AUSTIN (Nexstar) — As Republican Alexandra Mealer challenges her loss in the November election for Harris County Judge, State Sen. Paul Bettencourt (R-Houston) is pushing new election laws to address mistakes in that election he called “preposterous.”
Bettencourt praised the “record number of a dozen or more election challenges filed in Harris County” on Friday. As of 2 p.m., the county clerk‘s electronic filings reflected at least 11 petitions from Republicans challenging their election.
Mealer lost to Lina Hidalgo by more than 18,000 votes and conceded the next day. Two months later, she joins other Harris County Republican candidates in asking the county to nullify the results and declare them the winners or order a new election.
“The County has prevented eligible voters from voting and engaged in illegal conduct or made mistakes that have resulted in both undermining the confidence the public has in the election’s outcome,” Mealer claims in her court petition.
Harris County is facing multiple lawsuits that claim multiple voting locations ran out of ballot paper on Nov. 8, leading to long lines and “voter suppression.”
The county’s post-election assessment pushes back on claims from Bettencourt and others that “thousands” of voters were turned away due to the issues, writing, “our investigation has not yet revealed how many of these [voting centers] had to turn voters away due to a paper shortage… the initial media reports suggested a problem more extensive than what the EAO has been able to confirm.”
County Attorney Christian Menefee pushed back on the lawsuits, calling them “frivolous attempts to overturn the votes of more than a million residents.”
“These losing candidates are finally laying bare what we all know to be true — for them, it’s not about improving elections or making sure our elections are secure, it’s about playing games with our democratic systems,” he said.
But Bettencourt said this election will have serious legislative consequences in the upcoming legislative session.

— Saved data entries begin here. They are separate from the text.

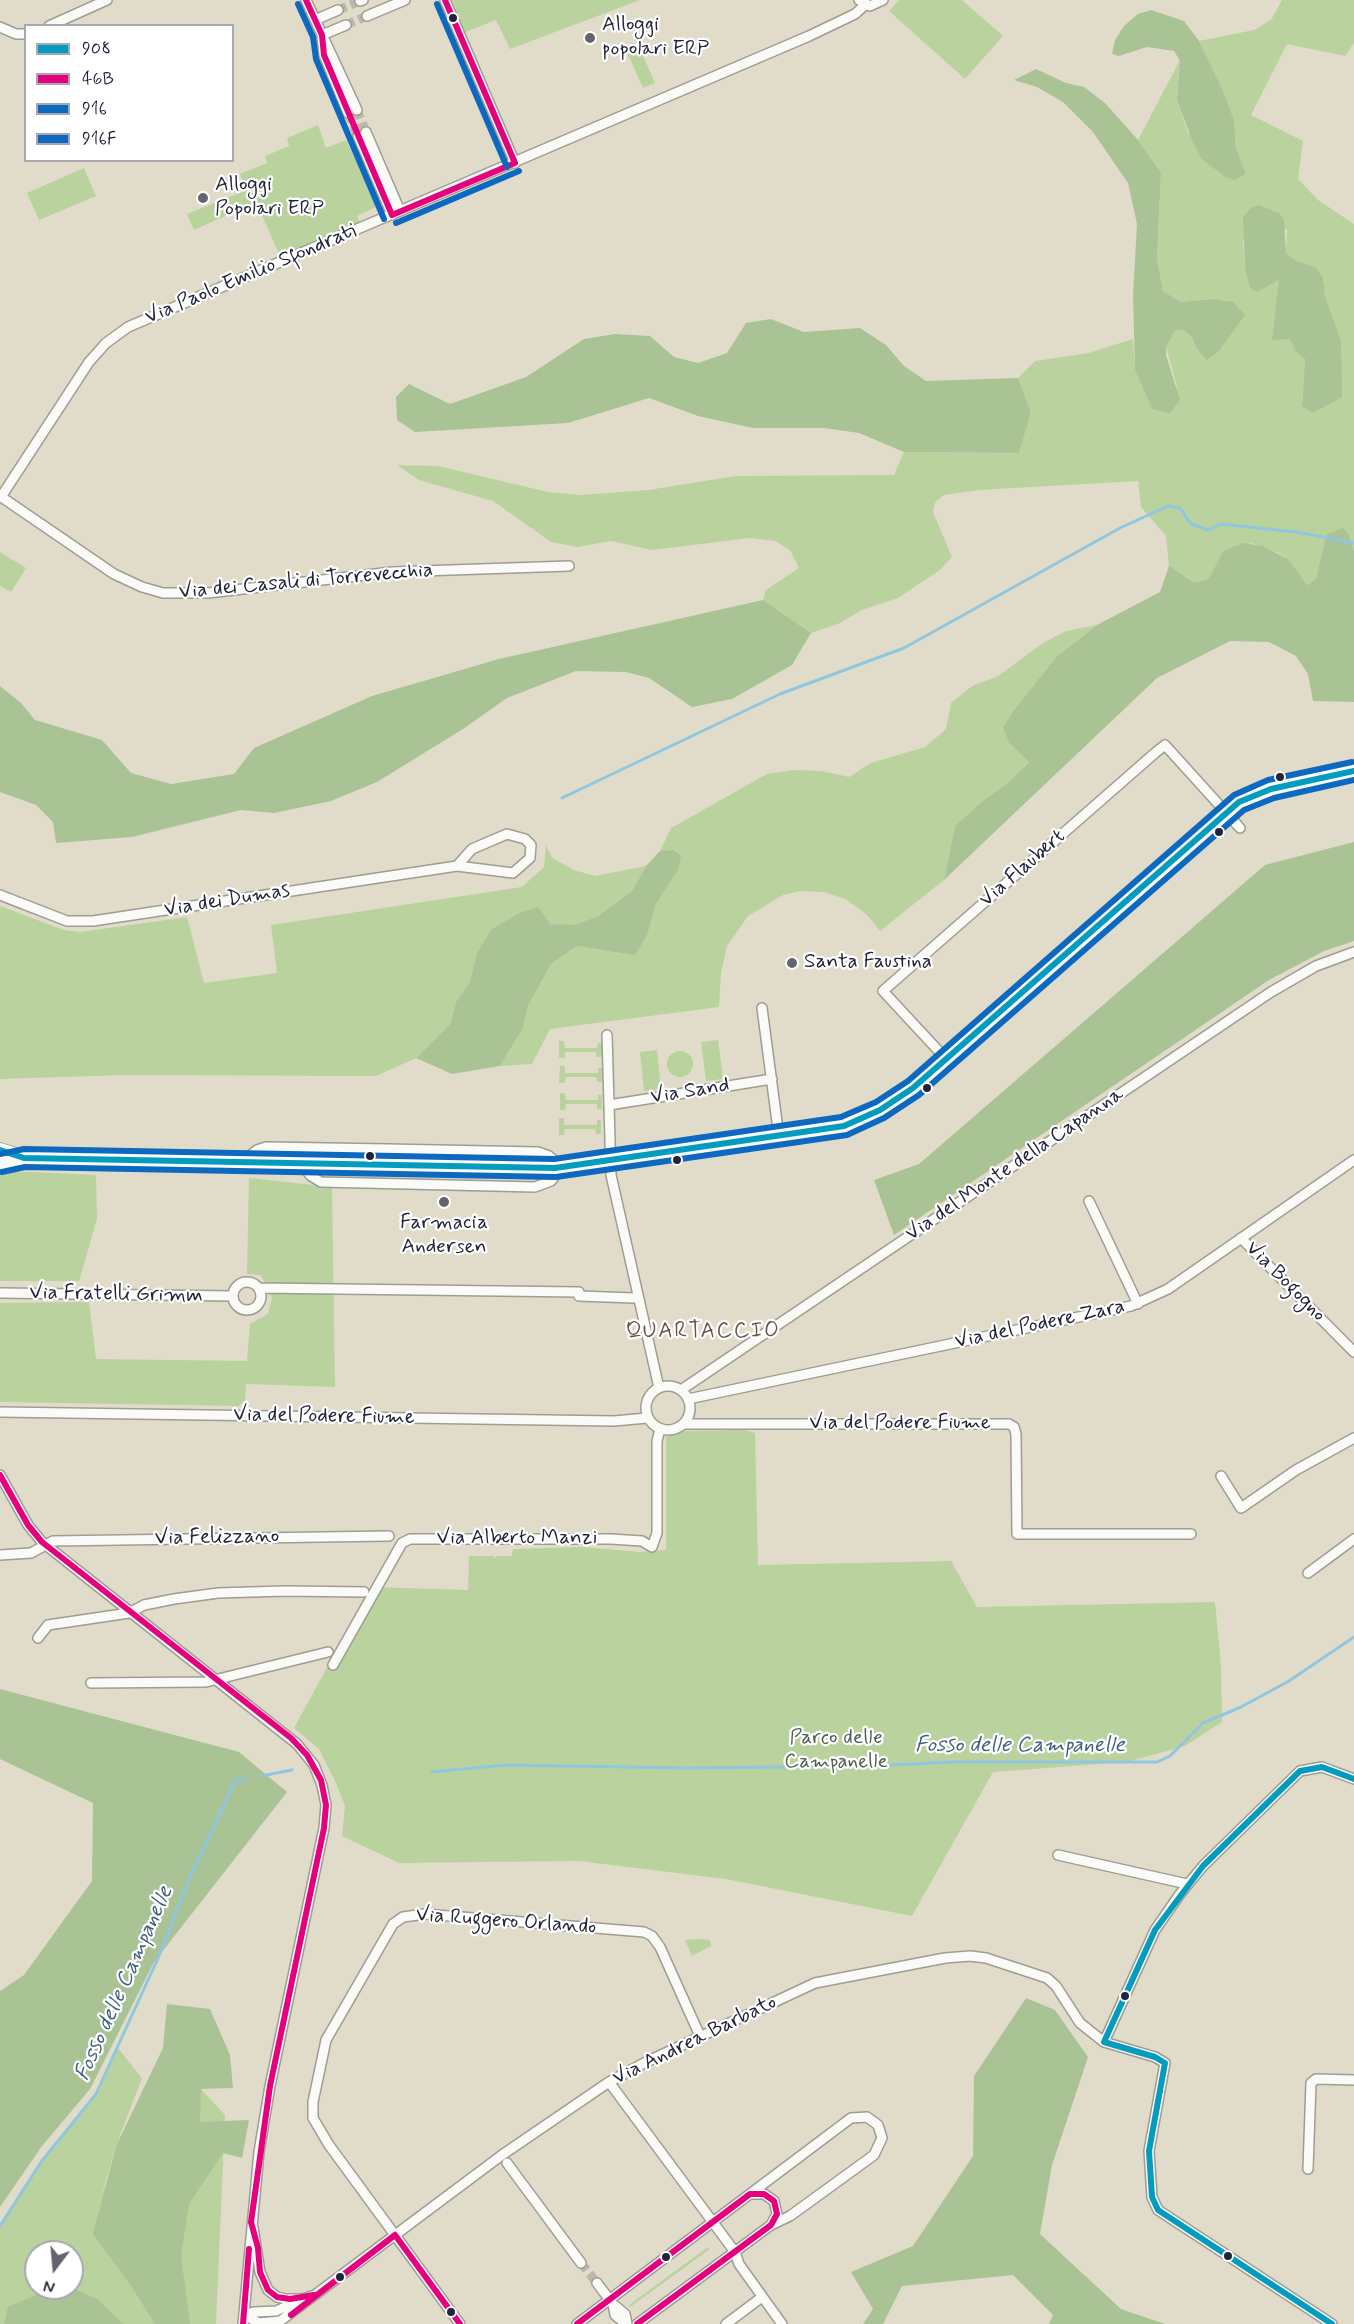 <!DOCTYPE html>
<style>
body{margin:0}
#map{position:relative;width:1354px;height:2324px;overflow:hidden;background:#e1dcca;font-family:Mynerve,sans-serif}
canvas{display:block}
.legend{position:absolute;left:24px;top:24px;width:210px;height:138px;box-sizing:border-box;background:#fff;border:2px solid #a7a7b1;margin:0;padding:8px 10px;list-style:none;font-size:18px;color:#22223b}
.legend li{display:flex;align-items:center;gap:12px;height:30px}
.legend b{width:30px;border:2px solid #a7a7b1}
.north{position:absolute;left:24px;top:2240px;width:60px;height:60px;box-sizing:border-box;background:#fff;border:2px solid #a7a7b1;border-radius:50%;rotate:196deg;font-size:16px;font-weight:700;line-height:24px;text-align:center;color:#22223b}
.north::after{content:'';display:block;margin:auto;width:21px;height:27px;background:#65636d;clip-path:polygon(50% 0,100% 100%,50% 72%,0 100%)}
</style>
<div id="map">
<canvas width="1354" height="2324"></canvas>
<ul class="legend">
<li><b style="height:8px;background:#039cbf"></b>908</li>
<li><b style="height:8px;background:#e5007d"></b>46B</li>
<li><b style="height:8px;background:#0c69bf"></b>916</li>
<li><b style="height:8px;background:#0c69bf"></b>916F</li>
</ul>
<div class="north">N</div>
</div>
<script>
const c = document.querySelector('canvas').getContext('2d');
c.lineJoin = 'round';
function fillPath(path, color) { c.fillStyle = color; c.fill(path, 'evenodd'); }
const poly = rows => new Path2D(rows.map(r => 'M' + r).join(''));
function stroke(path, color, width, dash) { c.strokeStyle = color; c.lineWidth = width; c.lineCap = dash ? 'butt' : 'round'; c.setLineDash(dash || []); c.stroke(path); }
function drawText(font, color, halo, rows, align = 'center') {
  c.font = font + ' Mynerve,sans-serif'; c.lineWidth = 4.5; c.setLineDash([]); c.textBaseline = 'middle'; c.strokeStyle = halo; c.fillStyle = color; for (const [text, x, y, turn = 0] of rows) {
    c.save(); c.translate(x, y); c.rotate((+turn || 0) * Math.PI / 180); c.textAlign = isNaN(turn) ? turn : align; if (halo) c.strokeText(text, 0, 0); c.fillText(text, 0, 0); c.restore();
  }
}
const green = poly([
 [452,0,640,0,510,49,496,20,465,32],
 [899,0,962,0,1003,36,965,79,889,11],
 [1282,0,1354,0,1354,43,1345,56,1287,44,1251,115,1303,141,1298,179,1318,200,1354,224,1354,551,1349,535,1326,535,1316,580,1306,585,1288,559,1277,552,1251,543,1223,551,1210,579,1194,583,1185,579,1169,566,1166,536,1141,507,1138,481,979,490,944,495,935,502,933,512,952,557,940,570,898,598,862,610,838,624,811,633,763,600,766,590,799,568,790,550,775,541,750,538,652,550,611,541,577,547,551,542,493,501,419,480,397,465,438,466,548,492,581,495,648,490,736,476,894,475,904,452,1019,453,1031,413,1018,378,1035,361,1089,353,1133,339,1135,370,1152,409,1169,414,1177,387,1166,347,1175,331,1182,329,1192,337,1197,349,1218,352,1224,342,1212,299,1181,302,1163,291,1157,258,1161,173,1138,140,1180,60,1177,100,1188,133,1246,174,1236,148,1234,120,1224,93,1199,41,1254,30,1271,20],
 [1287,229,1286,253,1297,261,1314,267,1323,278,1325,296,1341,340,1339,367,1302,406,1305,359,1295,351,1290,339,1279,279,1257,292,1250,288,1245,268,1243,240],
 [638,45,655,83,643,88,626,50],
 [318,125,326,148,346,140,378,206,357,216,360,223,281,258,256,202,194,230,187,214,247,190,240,174,267,163,265,156,289,146,287,138],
 [84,168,96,196,39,220,27,193],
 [0,552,26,568,11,592,0,586],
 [1097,625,1056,657,1014,710,1010,744,1029,762,1009,782,980,803,955,826,944,880,880,931,867,915,846,899,823,892,800,891,783,895,748,916,727,946,721,973,719,1007,550,1029,532,1064,500,1066,523,1028,528,1006,551,964,577,946,635,954,647,936,656,904,678,870,673,850,660,851,671,828,767,774,794,770,821,771,849,777,871,763,925,747,946,729,951,703,972,686,998,676,1043,643,1066,631],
 [546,845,552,858,574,870,595,876,646,866,632,891,598,916,576,926,550,924,477,953,470,982,456,1002,450,1024,416,1058,376,1076,125,1075,0,1079,0,906,64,930,80,932,187,917,204,983,277,973,271,925,522,887,544,867],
 [718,1040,723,1079,706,1081,701,1042],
 [559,1041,564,1041,565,1048,597,1048,598,1043,602,1043,602,1057,596,1057,596,1052,565,1052,565,1058,559,1058],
 [657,1050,661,1089,644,1091,640,1052],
 '667 1064a13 13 0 1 1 26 0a13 13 0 1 1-26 0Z',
 [560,1066,565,1066,565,1073,598,1073,598,1068,602,1068,602,1082,597,1082,596,1077,566,1077,565,1083,559,1083],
 [560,1093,565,1093,566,1100,598,1100,598,1095,602,1095,602,1109,597,1109,597,1104,566,1104,565,1110,560,1110],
 [559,1118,564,1118,564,1125,597,1125,597,1120,601,1120,601,1134,596,1134,595,1129,565,1129,564,1135,559,1135],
 [9,1171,96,1175,97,1219,79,1281,0,1281,0,1174],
 [249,1178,332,1187,335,1387,246,1384,245,1400,239,1406,0,1402,0,1303,89,1302,96,1359,247,1361,250,1324,268,1314,272,1298,261,1275,247,1274],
 [744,1430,755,1433,758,1565,951,1561,977,1607,1215,1602,1221,1666,1222,1722,1185,1746,1127,1762,993,1772,912,1916,726,1879,579,1861,399,1863,342,1836,345,1806,335,1781,319,1749,294,1728,371,1587,468,1590,469,1556,494,1556,495,1559,497,1556,512,1556,513,1549,581,1547,640,1552,666,1550,666,1437,684,1431],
 [698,1939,710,1940,711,1946,692,1956,685,1940],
 [117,2047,142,2078,116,2146,102,2194,163,2048,225,2115,216,2324,0,2324,0,2226,41,2162,96,2094],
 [36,2252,72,2252,72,2288,36,2288],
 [708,2247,710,2249,630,2307,629,2305]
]);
const forest = poly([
 [1151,10,1184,21,1199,41,1224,93,1234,120,1236,148,1246,174,1235,180,1224,176,1202,159,1193,143,1177,100,1180,61,1174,51,1147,47,1119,56,1112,54,1115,40,1124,26,1138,14],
 [1036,69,1066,83,1084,87,1105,103,1138,140,1161,173,1157,258,1163,291,1181,302,1212,299,1233,302,1245,315,1218,352,1207,360,1197,349,1192,337,1182,329,1175,331,1166,347,1166,355,1180,400,1169,414,1152,409,1135,370,1133,295,1137,224,1128,183,1093,132,1063,102,1037,87,1014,80],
 [1259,205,1279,213,1284,220,1286,253,1297,261,1315,267,1323,278,1325,296,1341,340,1342,397,1313,413,1302,406,1305,359,1295,351,1290,339,1272,340,1279,280,1257,292,1250,288,1245,268,1243,217,1251,208],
 [771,319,804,332,860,328,886,345,904,366,926,381,1018,378,1031,413,1019,453,904,452,859,433,824,428,753,428,698,416,649,398,568,423,415,432,397,420,396,397,409,384,450,404,526,377,584,339,615,334,650,336,674,357,698,363,727,353,746,323],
 [1343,528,1349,535,1354,551,1354,702,1313,701,1308,674,1296,656,1269,642,1230,641,1157,678,944,880,955,826,980,803,1009,782,1029,762,1010,744,1003,728,1014,710,1056,657,1097,625,1160,592,1169,566,1194,583,1209,579,1223,551,1243,543,1263,546,1288,559,1307,585,1316,579,1326,535],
 [763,600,811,633,792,665,732,699,692,707,649,678,626,672,576,671,507,698,463,729,377,782,331,801,274,813,241,810,132,837,56,843,53,822,36,805,0,792,0,686,21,703,35,720,102,740,131,773,171,784,234,774,254,748,372,696,499,659],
 [1354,842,1354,941,1324,951,1269,980,894,1235,874,1180,919,1164,1265,865],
 [673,850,681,856,678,870,656,904,647,936,635,955,577,946,551,964,528,1006,523,1028,500,1066,452,1074,416,1058,450,1024,456,1002,470,982,477,953,491,930,519,913,538,907,550,924,576,925,598,916,632,891,646,866,660,851],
 [0,1689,239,1752,287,1792,154,1962,90,2089,42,2146,0,2207,0,1991,24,1975,92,1881,93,1803,0,1759],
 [1026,1998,1055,2010,1088,2057,1052,2165,1040,2234,1121,2309,1165,2324,1049,2324,1053,2315,1013,2275,902,2286,883,2324,863,2324,873,2309,851,2272,913,2246,973,2156,974,2076],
 [167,2004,210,2009,230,2055,233,2088,201,2089,200,2122,249,2120,242,2158,223,2153,189,2204,181,2256,190,2324,155,2324,131,2286,93,2234,116,2146,163,2048],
 [52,2288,72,2288,97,2299,123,2324,4,2324,8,2307]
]);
const stream = poly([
 [562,798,780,694,904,648,1120,528,1168,506,1180,508,1191,524,1208,530,1221,524,1296,532,1354,543],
 [432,1772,505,1765,686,1768,872,1766,953,1762,1157,1762,1170,1756,1203,1723,1241,1707,1289,1681,1354,1637],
 [261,1776,292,1770],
 [0,2226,41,2162,96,2094,159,1956,190,1877,236,1780,245,1779]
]);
const streetTunnel = poly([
 [338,10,360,1],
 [346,25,367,16],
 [357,110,366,132],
 [348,113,358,136],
 [581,2263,597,2283]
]);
const street = poly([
 [306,0,357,110],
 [445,0,515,163],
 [859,0,870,6,883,0],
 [360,1,363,0],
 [367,16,405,0],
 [315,20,338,10],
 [49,26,107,0],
 [0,27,16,34,26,34],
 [322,35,346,25],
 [322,37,324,55,348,113],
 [366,132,400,211],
 [358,136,392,215],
 [0,496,114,574,142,587,163,593,208,593,392,572,569,566],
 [1,497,89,362,106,343,128,327,809,36,855,14,865,5],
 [0,895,67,921,93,921,457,866,513,873,530,858,531,845,525,839,507,834,472,849,457,866],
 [762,1008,779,1137],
 [607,1035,611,1175,659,1388],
 [947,1060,883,991,1155,753,1165,745,1240,828],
 [609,1105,772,1079],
 [242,1162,257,1150,266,1147,388,1149,538,1152,549,1156,562,1167,551,1181,535,1187,321,1182,311,1176,301,1164],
 [1089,1201,1138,1304],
 [1241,1238,1354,1352],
 '233 1296a14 14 0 1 1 28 0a14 14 0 1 1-28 0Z',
 [259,1288,579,1292,579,1296,634,1298],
 [0,1293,233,1296],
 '646 1408a22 22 0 1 1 44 0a22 22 0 1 1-44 0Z',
 [681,1390,1271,992,1316,966,1354,952],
 [688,1399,1131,1306,1168,1289,1354,1160],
 [0,1412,614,1421,647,1418],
 [684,1424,1009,1424,1014,1427,1016,1434,1017,1534,1191,1534],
 [0,1475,28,1525,42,1542,297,1744,314,1765,322,1785,326,1805,324,1828,270,2086,259,2152,243,2324],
 [1221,1476,1241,1508,1296,1470,1354,1438],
 [0,1555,31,1553,53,1541,389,1536],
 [1308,1573,1354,1539],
 [38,1638,48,1625,129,1613,144,1605,174,1599,218,1593,285,1591,364,1592],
 [333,1665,402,1543,410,1539,611,1539,642,1541,652,1547,657,1533,657,1441,660,1429],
 [91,1683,206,1682,328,1652],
 [1058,1855,1187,1884],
 [609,2082,735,2252,739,2264,782,2324],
 [507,2163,581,2263],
 [1308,2169,1311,2083,1316,2079,1354,2080],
 [751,2194,764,2194,774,2201,777,2214,771,2225],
 [253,2227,260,2272,268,2290,277,2297,286,2299,303,2299,312,2296],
 [597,2283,606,2295],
 [613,2304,625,2314,627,2324],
 [613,2304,615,2315,626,2324],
 [244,2315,254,2312,276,2311,301,2300],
 [244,2315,259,2323,280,2321],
 [276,2324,502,2155,609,2082,646,2062,815,1983,945,1958,970,1956,986,1958,1047,1978,1056,1986,1080,2023,1104,2042],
 [460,2324,329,2145,313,2118,313,2102,326,2040,393,1924,403,1917,425,1914,644,1932,652,1936,660,1947,700,2036],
 [577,2324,851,2118,867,2117,878,2125,882,2138,874,2155,790,2216,771,2225,637,2324],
 [726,2324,762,2297],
 [1332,2324,1158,2210,1152,2197,1149,2151,1165,2063,1155,2057,1104,2042,1155,1930,1180,1894,1203,1866,1300,1771,1322,1767,1354,1779]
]);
const secondary = poly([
 [0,1150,22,1157],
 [0,1163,24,1158,555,1168,844,1126,880,1110,913,1088,1239,802,1271,789,1354,771]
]);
const bus1 = poly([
 [0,1150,24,1158,555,1168,844,1126,880,1110,913,1088,1239,802,1271,789,1354,771],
 [1332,2324,1158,2210,1152,2197,1149,2151,1165,2063,1155,2057,1104,2042,1155,1930,1203,1866,1300,1771,1322,1767,1354,1779]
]);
const bus2 = poly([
 [306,0,322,35,324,55,392,215],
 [445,0,515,163],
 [392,215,515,163],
 [0,1475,28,1525,42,1542,291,1738,307,1755,321,1780,326,1805,324,1828,270,2086,251,2222,258,2248,260,2272,268,2290,277,2297,290,2299,314,2295],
 [395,2235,460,2324],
 [291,2315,395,2235],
 [243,2324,249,2249],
 [577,2324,750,2194,764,2194,774,2201,777,2214,771,2225,637,2324]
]);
const bus3 = poly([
 [2,1172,25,1167,556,1177,847,1135,884,1118,919,1095,1244,810,1274,798,1354,780]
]);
const bus4 = poly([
 [0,1154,24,1149,554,1159,841,1117,876,1102,908,1081,1234,795,1268,780,1352,762]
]);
const bus5 = poly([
 [298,4,313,37,316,59,384,219],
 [437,4,507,167],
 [396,223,519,171]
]);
const markers = [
 [453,18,5,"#22223b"],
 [590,38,6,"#65636d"],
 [203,198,6,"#65636d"],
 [1280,777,5,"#22223b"],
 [1219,832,5,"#22223b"],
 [792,963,6,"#65636d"],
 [927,1088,5,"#22223b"],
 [370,1156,5,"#22223b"],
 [677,1160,5,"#22223b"],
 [444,1202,6,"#65636d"],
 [1125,1996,5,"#22223b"],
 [1228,2256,5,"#22223b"],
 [666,2257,5,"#22223b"],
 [340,2277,5,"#22223b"],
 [451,2312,5,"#22223b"]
];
const poiNames = [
 ["Alloggi",602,26],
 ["popolari ERP",602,50],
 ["Alloggi",215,186],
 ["Popolari ERP",215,210],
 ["Santa Faustina",804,963],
 ["Farmacia",444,1224,"center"],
 ["Andersen",444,1248,"center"]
];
const streetNames = [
 ["Via Paolo Emilio Sfondrati",251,275,-23],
 ["Via dei Casali di Torrevecchia",306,582,-5],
 ["Via Flaubert",1023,869,-41],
 ["Via dei Dumas",227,901,-9],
 ["Via Sand",690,1092,-9],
 ["Via del Monte della Capanna",1015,1165,-34],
 ["Via Bogogno",1285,1282,45],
 ["Via Fratelli Grimm",116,1295,1],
 ["Via del Podere Zara",1040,1325,-12],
 ["Via del Podere Fiume",324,1417,1],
 ["Via del Podere Fiume",900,1424],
 ["Via Felizzano",217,1538,-1],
 ["Via Alberto Manzi",517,1539],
 ["Via Ruggero Orlando",506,1922,4],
 ["Via Andrea Barbato",695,2041,-26]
];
const parkNames = [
 ["Parco delle",836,1739],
 ["Campanelle",836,1763]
];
const neighbourhoodNames = [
 ["QUARTACCIO",703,1332]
];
const waterNames = [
 ["Fosso delle Campanelle",1020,1746],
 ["Fosso delle Campanelle",125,1984,-66]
];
fillPath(green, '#bad29d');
fillPath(forest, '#a9c395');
stroke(stream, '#90c7e0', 3);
stroke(streetTunnel, '#bbb7ad', 9, [9, 4.5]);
stroke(street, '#9e9c94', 12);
stroke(secondary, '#9e9c94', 16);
stroke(street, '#fafaf7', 9);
stroke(secondary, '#fafaf7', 14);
stroke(bus1, '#039cbf', 6);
stroke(bus2, '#e5007d', 6);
stroke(bus3, '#0c69bf', 6);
stroke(bus4, '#0c69bf', 6);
stroke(bus5, '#0c69bf', 6);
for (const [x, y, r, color] of markers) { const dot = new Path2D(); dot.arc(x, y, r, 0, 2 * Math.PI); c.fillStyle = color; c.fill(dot); stroke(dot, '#fff', 2); }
drawText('21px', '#22223b', '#fff', poiNames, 'left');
drawText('21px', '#22223b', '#fff', streetNames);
drawText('21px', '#4c5d51', '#fff', parkNames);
c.letterSpacing = '1.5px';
drawText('22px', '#65524c', '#fff', neighbourhoodNames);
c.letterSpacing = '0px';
drawText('italic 22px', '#406081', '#fff', waterNames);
</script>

“Absolutely, there are going to be more election integrity bills,” he said. “You can’t have the nation’s third-largest county put on an election and not get ballot paper to dozens of polls. That’s real voter suppression.”
The senator pre-filed legislation that would implement new election laws. Senate Bill 220 would designate some law enforcement officials as election marshals. These new officials would have the authority to investigate election claims and even bring criminal charges.
Senate Bill 221 would give the Secretary of State the authority to review and reject ballot language for local propositions, designed to prevent props that are “misleading, inaccurate, or prejudicial.”
“There’s going to be lots of legislation that comes out of this,” Bettencourt said.